I called Mel the next morning and said, “I need some information before I can seriously look into your aunt’s murder.”
“Anything, Chris. Mom and I will find out whatever you want.”
“I want the name of Iris’s friend, the one you said you met. And I’d like the name of the company she worked for and also the man.”
“He’s dead. I saw his obituary in the Times several years ago.”
“Well, see if you can come up with his name anyway. It’s so long ago, I expect no one’s left that remembers her. Did this friend of hers work at the same place?”
“I don’t think so. I think they were friends from childhood or high school. They went way back.”
“Was the friend married?”
“I couldn’t tell you. It’s possible.”
“I guess you wouldn’t know if she’s alive,” I said hopefully.
“No idea. But if she was Iris’s age, which she should have been, she’d be about seventy-five now, give or take.”
“Well, lots of people live to seventy-five these days, so let’s hope.” I looked down at the notes I had made last night while waiting for Jack to get home from law school. “The friend is the one I really want to talk to.
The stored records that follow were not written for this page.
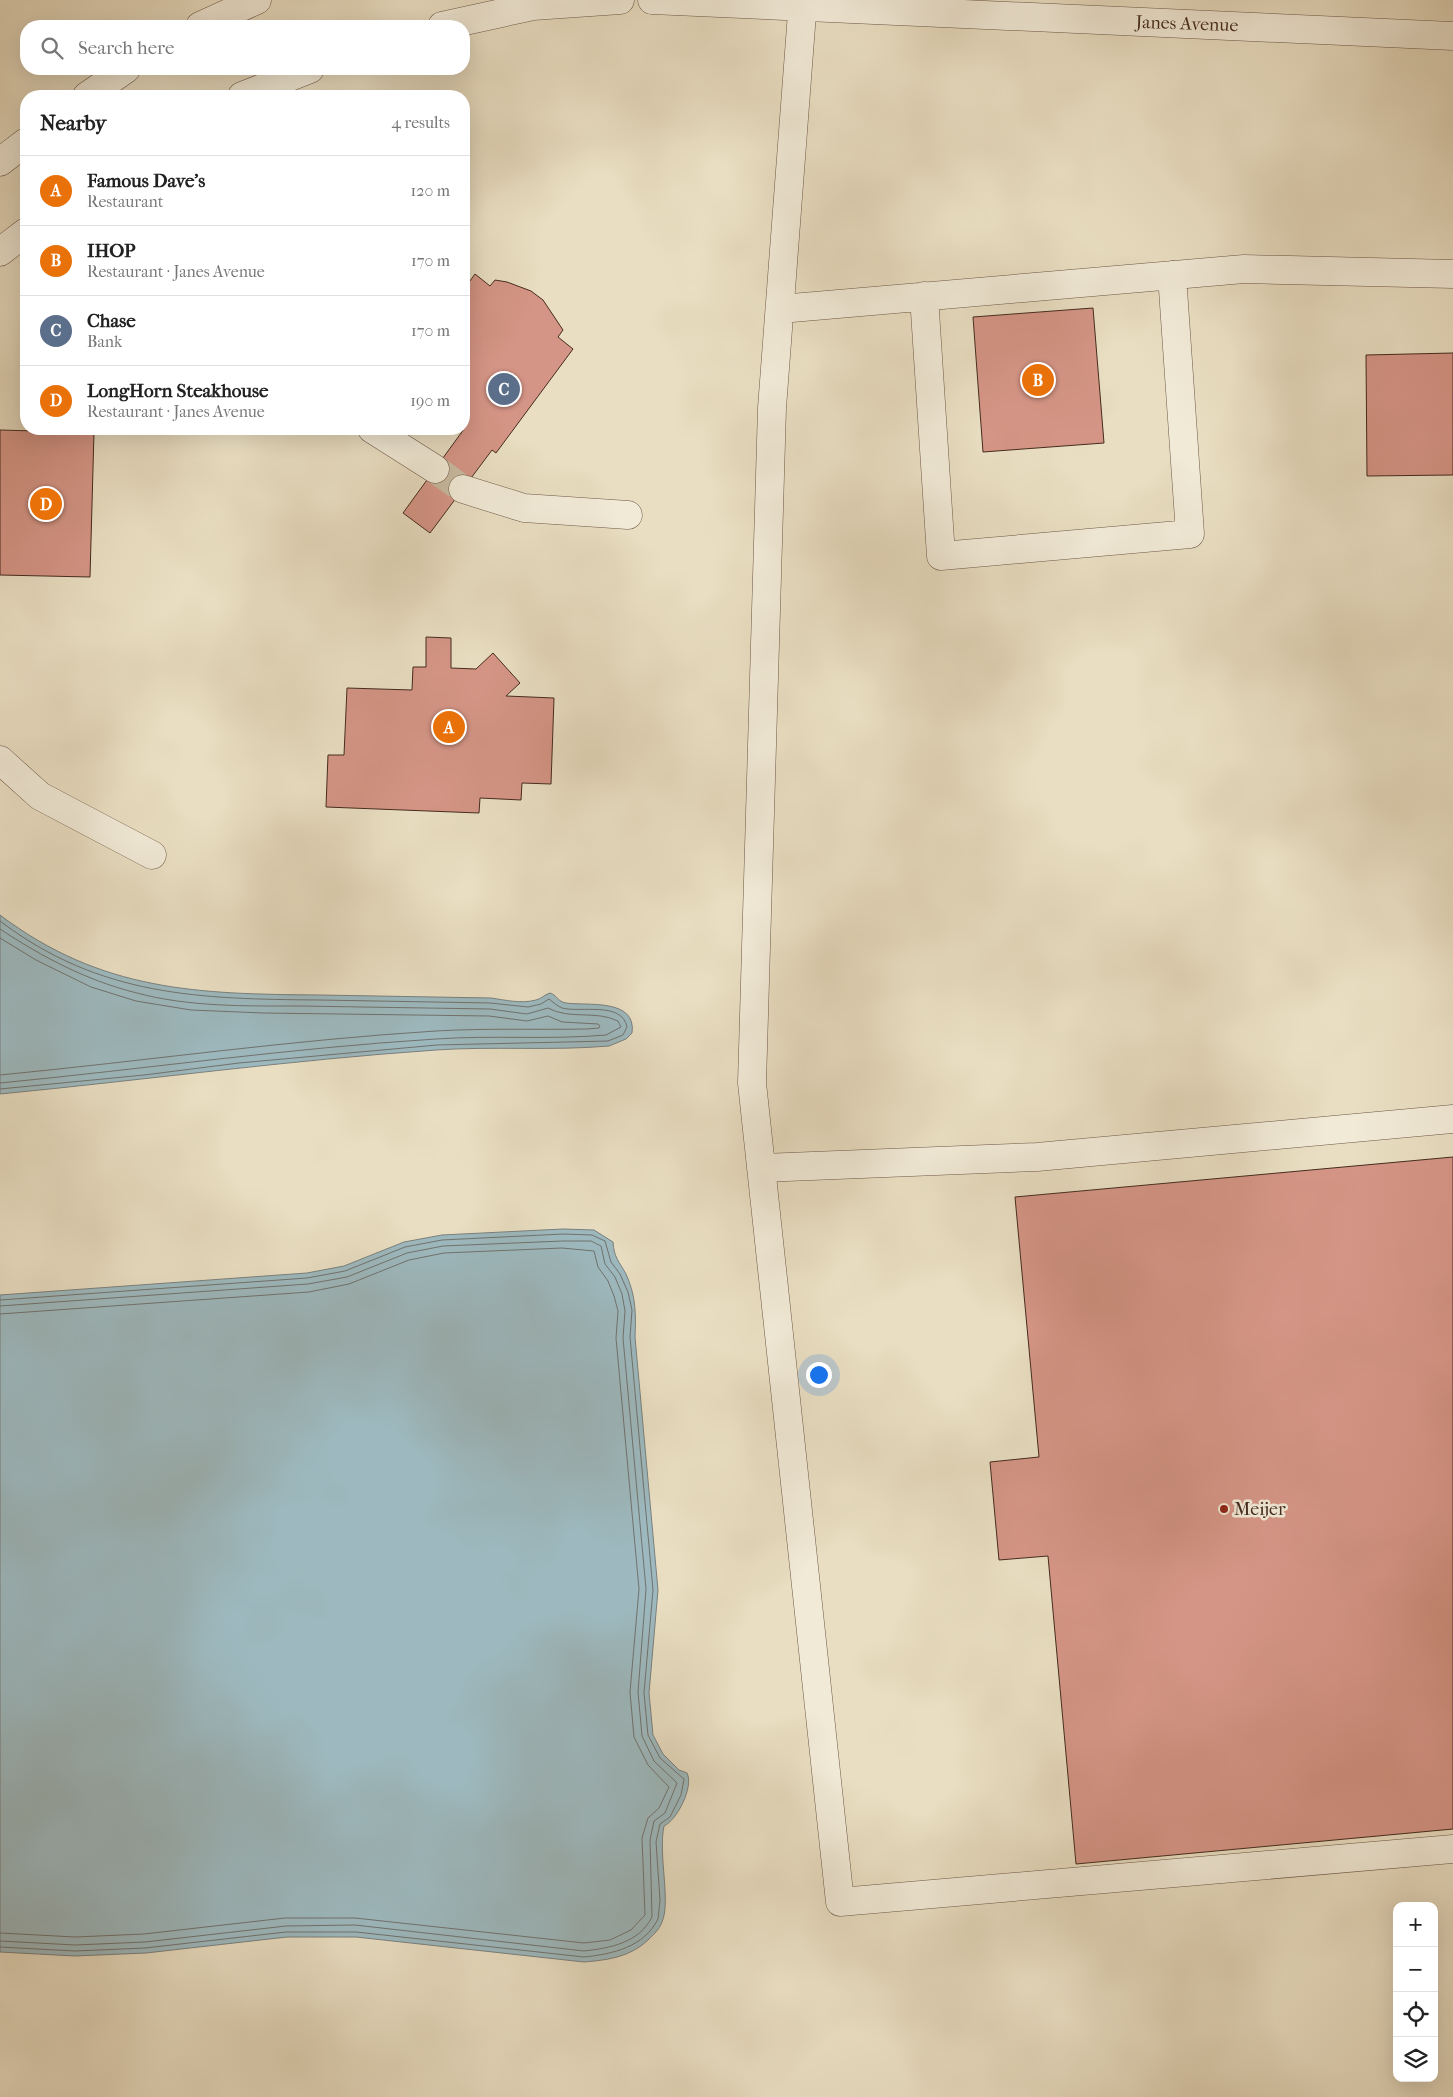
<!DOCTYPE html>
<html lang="en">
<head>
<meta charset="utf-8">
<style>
  :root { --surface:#fff; --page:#f2f2f2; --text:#222; --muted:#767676; --line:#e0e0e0; --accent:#d93025 }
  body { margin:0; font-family:"IM FELL French Canon",serif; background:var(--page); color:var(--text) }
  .controls { position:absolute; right:15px; bottom:15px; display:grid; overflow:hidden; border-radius:10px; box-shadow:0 5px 20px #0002 }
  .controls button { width:45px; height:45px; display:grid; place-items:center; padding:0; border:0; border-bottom:1px solid var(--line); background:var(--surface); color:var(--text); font:25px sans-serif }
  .you { position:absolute; left:818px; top:1374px; width:18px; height:18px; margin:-12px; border:4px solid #fff; border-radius:50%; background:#1a73e8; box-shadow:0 0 0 8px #1a73e833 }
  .badge { display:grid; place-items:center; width:32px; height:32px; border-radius:50%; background:var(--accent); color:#fff; font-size:16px; font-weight:700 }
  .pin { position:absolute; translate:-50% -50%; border:2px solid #fff; box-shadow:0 1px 5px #0006 }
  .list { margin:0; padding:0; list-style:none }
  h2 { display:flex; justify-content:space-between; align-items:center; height:65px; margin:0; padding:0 20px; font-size:21px }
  h2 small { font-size:16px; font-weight:400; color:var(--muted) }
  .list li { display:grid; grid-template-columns:32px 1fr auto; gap:15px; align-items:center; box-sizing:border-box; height:70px; padding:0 20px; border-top:1px solid var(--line) }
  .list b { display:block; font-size:19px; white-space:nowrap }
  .list p { margin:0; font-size:16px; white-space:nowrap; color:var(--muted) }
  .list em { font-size:16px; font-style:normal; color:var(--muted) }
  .icon { flex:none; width:28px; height:28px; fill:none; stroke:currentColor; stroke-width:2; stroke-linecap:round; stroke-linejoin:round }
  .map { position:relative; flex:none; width:1453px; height:2097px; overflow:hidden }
  .search { position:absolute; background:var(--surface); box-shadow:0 5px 20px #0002; left:20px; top:20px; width:450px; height:55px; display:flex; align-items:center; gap:12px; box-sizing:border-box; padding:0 18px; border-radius:20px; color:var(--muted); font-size:19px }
  .panel { position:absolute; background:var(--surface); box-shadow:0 5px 20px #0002; left:20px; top:90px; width:450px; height:345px; border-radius:20px }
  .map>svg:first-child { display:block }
  .water { fill:#9db9bf; stroke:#79807f }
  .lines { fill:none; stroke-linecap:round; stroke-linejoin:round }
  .shore { stroke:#70726e; stroke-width:1 }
  .building { fill:#d59586; stroke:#442b1e }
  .minor-tunnel { stroke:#c8baa1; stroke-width:28; stroke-dasharray:28 14; stroke-linecap:butt }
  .minor-casing { stroke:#6d5847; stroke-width:29 }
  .minor { stroke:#f1ead7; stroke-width:28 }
  .poi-dot { fill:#8f2418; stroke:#f1ead7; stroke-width:2 }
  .labels { text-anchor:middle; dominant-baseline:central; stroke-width:5; stroke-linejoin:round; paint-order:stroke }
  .street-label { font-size:18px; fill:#442b1e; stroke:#f1ead7 }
  .poi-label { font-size:18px; fill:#442b1e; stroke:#f1ead7; text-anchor:start }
</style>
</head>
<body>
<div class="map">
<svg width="1453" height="2097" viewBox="0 0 1453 2097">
  <rect width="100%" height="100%" fill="#e9dec2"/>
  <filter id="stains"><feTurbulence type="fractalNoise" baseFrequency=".004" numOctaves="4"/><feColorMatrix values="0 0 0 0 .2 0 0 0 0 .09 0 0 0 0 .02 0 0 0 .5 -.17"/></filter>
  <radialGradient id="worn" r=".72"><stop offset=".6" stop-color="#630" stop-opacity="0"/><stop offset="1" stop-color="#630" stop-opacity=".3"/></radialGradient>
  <path class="water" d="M 0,915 C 102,992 199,994 320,995 C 377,996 434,997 491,998 C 505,1000 521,1004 536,1000 C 541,999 544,995 550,993 C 557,995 558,1002 566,1003 C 587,1006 637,998 632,1033 L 626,1039 L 609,1046 C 552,1051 493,1046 436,1050 C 290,1060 145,1080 0,1094 Z
    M 563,1229 L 594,1230 L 613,1242 C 614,1258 619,1261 626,1274 C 636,1296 636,1314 635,1337 L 658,1590 L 649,1693 L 653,1735 L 663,1754 L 679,1770 L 687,1773 C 694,1787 677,1820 664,1826 C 658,1855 671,1901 662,1922 C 659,1930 654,1934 648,1940 C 630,1957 608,1960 584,1962 L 356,1937 L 287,1937 L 146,1953 L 75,1956 L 0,1952 L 0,1295 L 307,1273 L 344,1266 L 404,1242 L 442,1235 Z"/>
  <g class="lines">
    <path class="shore" d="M 0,921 C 100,997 200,999 320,1000 C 377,1001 433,1002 490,1003 L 528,1007 L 541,1004 L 549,999 C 553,1002 557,1006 562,1008 C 581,1013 622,1001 627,1027 L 623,1035 L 608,1041 L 437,1045 L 239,1063 L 144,1075 L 0,1089
      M 0,929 C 42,957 88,981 137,993 C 189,1007 246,1006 300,1006 C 363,1007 426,1008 490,1009 L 527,1014 L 548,1008 C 570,1020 596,1010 618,1021 L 621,1027 L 606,1035 C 550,1040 493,1035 436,1039 C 290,1048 145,1069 0,1083
      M 0,938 L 36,960 L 91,987 L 136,1001 L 191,1010 L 263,1013 L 489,1016 L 527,1021 L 548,1016 L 562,1022 L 598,1024 L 600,1026 L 599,1028 L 587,1029 C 536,1030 486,1028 436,1031 C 290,1040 145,1061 0,1075
      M 0,1300 L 307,1278 L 345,1271 L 405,1247 L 442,1240 L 563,1234 L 592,1235 L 605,1241 L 611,1262 L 620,1274 L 628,1292 L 632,1310 L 630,1337 L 653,1590 L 644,1693 L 648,1735 L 660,1758 L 684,1779 L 681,1795 L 670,1817 L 660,1824 L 656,1842 L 660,1900 L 658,1919 C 644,1947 613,1954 584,1957 L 356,1932 L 286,1932 L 145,1948 L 75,1951 L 0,1947
      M 0,1306 L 308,1284 L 347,1277 L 407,1253 L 443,1246 L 563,1241 L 591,1241 L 601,1246 L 605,1264 L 615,1277 L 622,1294 L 625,1311 L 623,1338 L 646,1589 L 638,1692 L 642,1736 L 654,1761 L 677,1783 L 665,1813 L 654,1821 L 650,1840 L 652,1917 C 639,1943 610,1948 584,1951 L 355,1925 L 286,1926 L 145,1942 L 75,1945 L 0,1941
      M 0,1314 L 309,1292 L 349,1284 L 409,1260 L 444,1253 L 562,1248 L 594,1251 L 598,1267 L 608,1281 L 614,1296 L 618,1311 L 616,1338 L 639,1589 L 630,1692 L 634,1737 L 648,1765 L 669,1787 L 659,1808 L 648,1818 L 642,1838 L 645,1915 L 631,1930 L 610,1940 L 584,1943 L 355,1918 L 285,1918 L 144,1934 L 75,1937 L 0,1933"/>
  </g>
  <path class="building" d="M 475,274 L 490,286 L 495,280 L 507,282 L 531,291 L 543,300 L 563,330 L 558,337 L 573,349 L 496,453 L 492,450 L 430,533 L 403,513 L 464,429 L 464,289 Z
    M 1093,308 L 1104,443 L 983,452 L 973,317 Z
    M 1453,353 L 1453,475 L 1367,476 L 1366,355 Z
    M 35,429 L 65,429 L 65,432 L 94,432 L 90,577 L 0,575 L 0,430 L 35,431 Z
    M 426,637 L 451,638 L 451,668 L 476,669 L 493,653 L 520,683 L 506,696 L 554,698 L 551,784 L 522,783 L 521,800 L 480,798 L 479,813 L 326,807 L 328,755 L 344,755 L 347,688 L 412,690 L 413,667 L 426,667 Z
    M 1453,1157 L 1453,1829 L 1076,1864 L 1048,1556 L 999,1560 L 990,1462 L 1039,1457 L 1015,1197 Z"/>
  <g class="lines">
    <path class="minor-tunnel" d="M 435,469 L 463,489"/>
    <defs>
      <path id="minor" d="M 652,0 L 1453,36
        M 803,0 L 772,408 L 752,1083 L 840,1902 L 1453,1849
        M 200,26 L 257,0
        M 442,26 L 533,6 L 620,0
        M 87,96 L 126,69
        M 242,96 L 310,69
        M 0,162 L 26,142
        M 0,252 L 26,232
        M 924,296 L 941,556 L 1190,534 L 1172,275
        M 780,309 L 1244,269 L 1453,274
        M 372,429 L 435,469
        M 463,489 L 524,508 L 628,515
        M 0,760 L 40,796 L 152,855
        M 761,1168 L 1037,1157 L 1453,1119"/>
    </defs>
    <use href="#minor" class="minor-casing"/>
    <use href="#minor" class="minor"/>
  </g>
  <circle class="poi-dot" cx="1224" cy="1509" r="5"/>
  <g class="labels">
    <g class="street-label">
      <text transform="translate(1187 24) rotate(2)">Janes Avenue</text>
    </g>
    <g class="poi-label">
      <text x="1234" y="1509">Meijer</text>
    </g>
  </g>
  <rect width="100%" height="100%" filter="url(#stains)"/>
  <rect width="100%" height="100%" fill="url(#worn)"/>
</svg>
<div class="controls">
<button>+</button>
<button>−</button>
<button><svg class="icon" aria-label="locate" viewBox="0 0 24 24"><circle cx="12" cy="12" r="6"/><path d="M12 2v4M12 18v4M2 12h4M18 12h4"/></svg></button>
<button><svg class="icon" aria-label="layers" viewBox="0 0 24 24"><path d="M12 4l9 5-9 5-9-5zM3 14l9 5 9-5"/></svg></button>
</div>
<div class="you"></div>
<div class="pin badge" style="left:449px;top:727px;background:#e8710a">A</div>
<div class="pin badge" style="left:1038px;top:380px;background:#e8710a">B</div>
<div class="pin badge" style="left:504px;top:389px;background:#5c6f8a">C</div>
<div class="pin badge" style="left:46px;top:504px;background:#e8710a">D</div>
<div class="search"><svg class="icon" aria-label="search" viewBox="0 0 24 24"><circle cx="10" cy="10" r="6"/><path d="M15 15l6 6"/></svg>Search here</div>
<section class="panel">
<h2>Nearby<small>4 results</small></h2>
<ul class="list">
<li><span class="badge" style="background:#e8710a">A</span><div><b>Famous Dave's</b><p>Restaurant</p></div><em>120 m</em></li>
<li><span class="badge" style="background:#e8710a">B</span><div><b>IHOP</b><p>Restaurant · Janes Avenue</p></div><em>170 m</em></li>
<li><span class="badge" style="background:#5c6f8a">C</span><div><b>Chase</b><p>Bank</p></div><em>170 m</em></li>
<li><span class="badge" style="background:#e8710a">D</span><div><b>LongHorn Steakhouse</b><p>Restaurant · Janes Avenue</p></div><em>190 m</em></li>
</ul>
</section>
</div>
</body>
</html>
She knew Iris well and she’s not part of the family. Her perceptions will be different; her interests won’t be the same as the family’s.”
“I’ll do my best.”
“The other one I want to talk to is your aunt Sylvie. Is she in good health?”
“Well, she’s old, in her eighties, but I don’t know that she’s in poor health.”
“Because I don’t want to bring on heart attacks when I ask questions. It isn’t worth it. The living have top priority.”